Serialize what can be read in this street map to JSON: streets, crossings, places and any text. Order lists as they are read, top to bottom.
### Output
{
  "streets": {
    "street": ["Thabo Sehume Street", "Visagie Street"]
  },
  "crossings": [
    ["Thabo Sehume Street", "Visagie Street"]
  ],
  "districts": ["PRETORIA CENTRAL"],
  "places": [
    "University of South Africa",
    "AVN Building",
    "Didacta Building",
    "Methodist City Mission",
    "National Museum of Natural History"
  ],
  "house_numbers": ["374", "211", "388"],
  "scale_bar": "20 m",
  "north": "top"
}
○ ○ ○ ○ ○
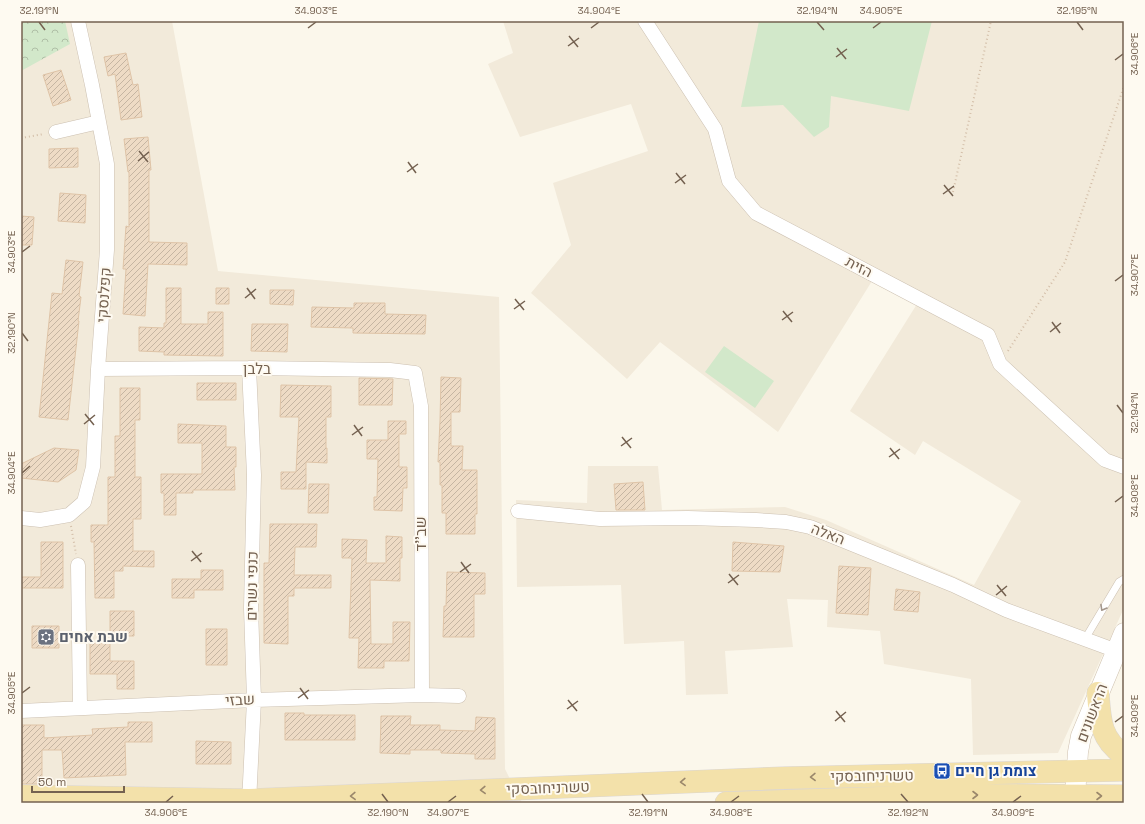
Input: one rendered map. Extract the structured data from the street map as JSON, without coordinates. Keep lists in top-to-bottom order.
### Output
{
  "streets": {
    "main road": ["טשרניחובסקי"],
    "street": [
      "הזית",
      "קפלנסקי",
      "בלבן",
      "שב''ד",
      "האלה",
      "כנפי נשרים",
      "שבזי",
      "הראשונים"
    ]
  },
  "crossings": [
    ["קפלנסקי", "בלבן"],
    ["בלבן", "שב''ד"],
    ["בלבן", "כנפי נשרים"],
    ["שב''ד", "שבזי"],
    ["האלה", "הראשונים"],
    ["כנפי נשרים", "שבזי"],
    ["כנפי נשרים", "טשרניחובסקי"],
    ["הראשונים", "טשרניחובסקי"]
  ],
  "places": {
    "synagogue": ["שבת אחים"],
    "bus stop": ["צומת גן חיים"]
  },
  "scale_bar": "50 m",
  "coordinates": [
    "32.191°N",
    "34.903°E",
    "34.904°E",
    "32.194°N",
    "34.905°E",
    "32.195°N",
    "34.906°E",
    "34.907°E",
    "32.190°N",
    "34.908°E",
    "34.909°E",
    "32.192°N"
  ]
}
○ ○ ○ ○ ○
> _WHAT NEEDS TO BE DONE_:
State how many lines of the listing above hold the word "bottom", with nothing but the number.

> _RESPONSE TO THE EXERCISE_:
2